● **What you need to do**: Would you retype the whole listing exactly, leaving its pictures out?

● **Provided data**:
##########
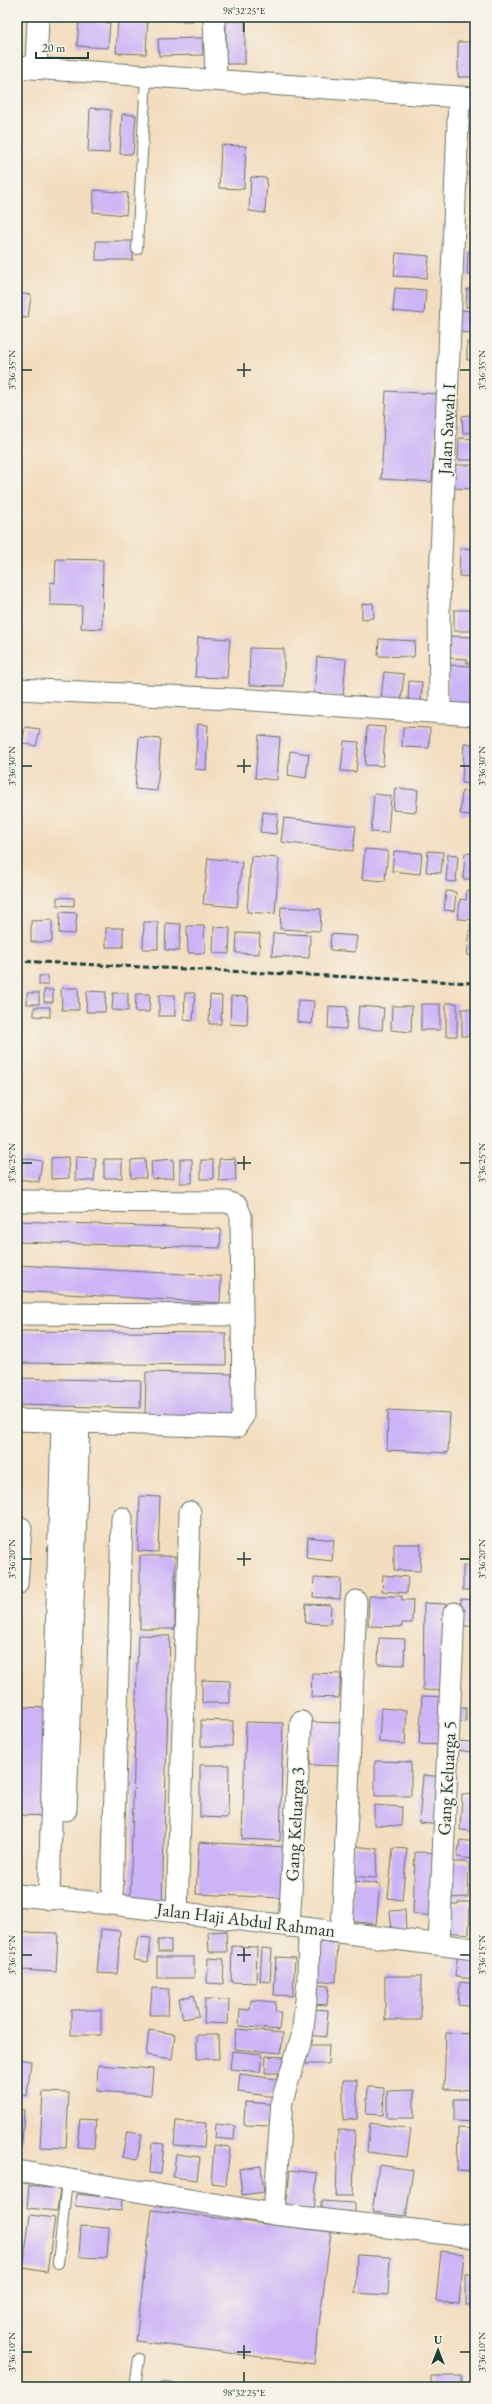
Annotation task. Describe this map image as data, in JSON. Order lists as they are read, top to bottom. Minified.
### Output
{"streets":{"street":["Jalan Sawah I","Gang Keluarga 5","Gang Keluarga 3","Jalan Haji Abdul Rahman"]},"crossings":[["Gang Keluarga 5","Jalan Haji Abdul Rahman"],["Gang Keluarga 3","Jalan Haji Abdul Rahman"]],"scale_bar":"20 m","north":"top","coordinates":["98°32'25\"E","3°36'35\"N","3°36'30\"N","3°36'25\"N","3°36'20\"N","3°36'15\"N","3°36'10\"N"]}
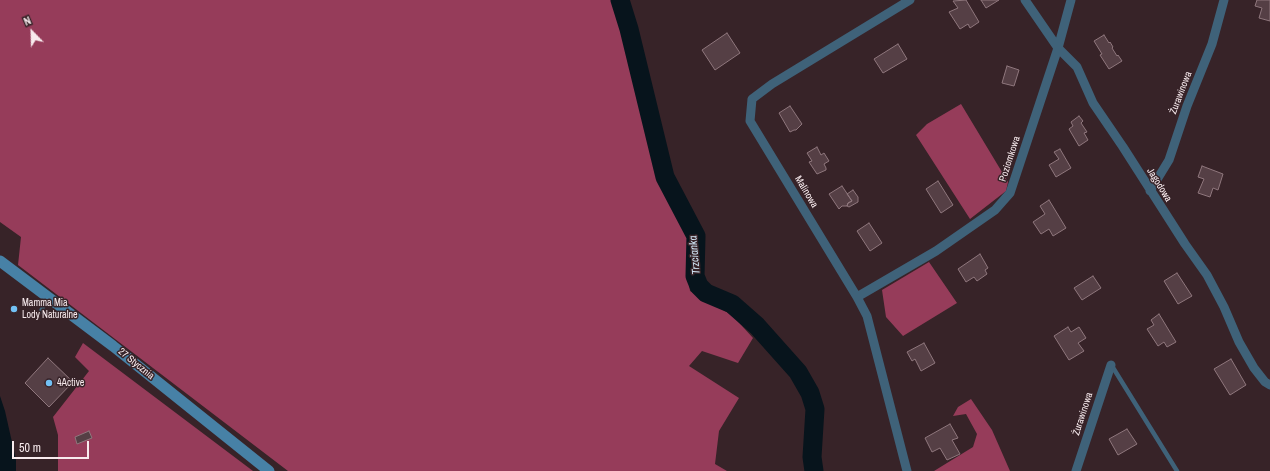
##########
● **Result**:
Annotation task. Describe this map image as data, in JSON. Order lists as they are read, top to bottom. Minified.
### Output
{"streets":{"street":["Jalan Sawah I","Gang Keluarga 5","Gang Keluarga 3","Jalan Haji Abdul Rahman"]},"crossings":[["Gang Keluarga 5","Jalan Haji Abdul Rahman"],["Gang Keluarga 3","Jalan Haji Abdul Rahman"]],"scale_bar":"20 m","north":"top","coordinates":["98°32'25\"E","3°36'35\"N","3°36'30\"N","3°36'25\"N","3°36'20\"N","3°36'15\"N","3°36'10\"N"]}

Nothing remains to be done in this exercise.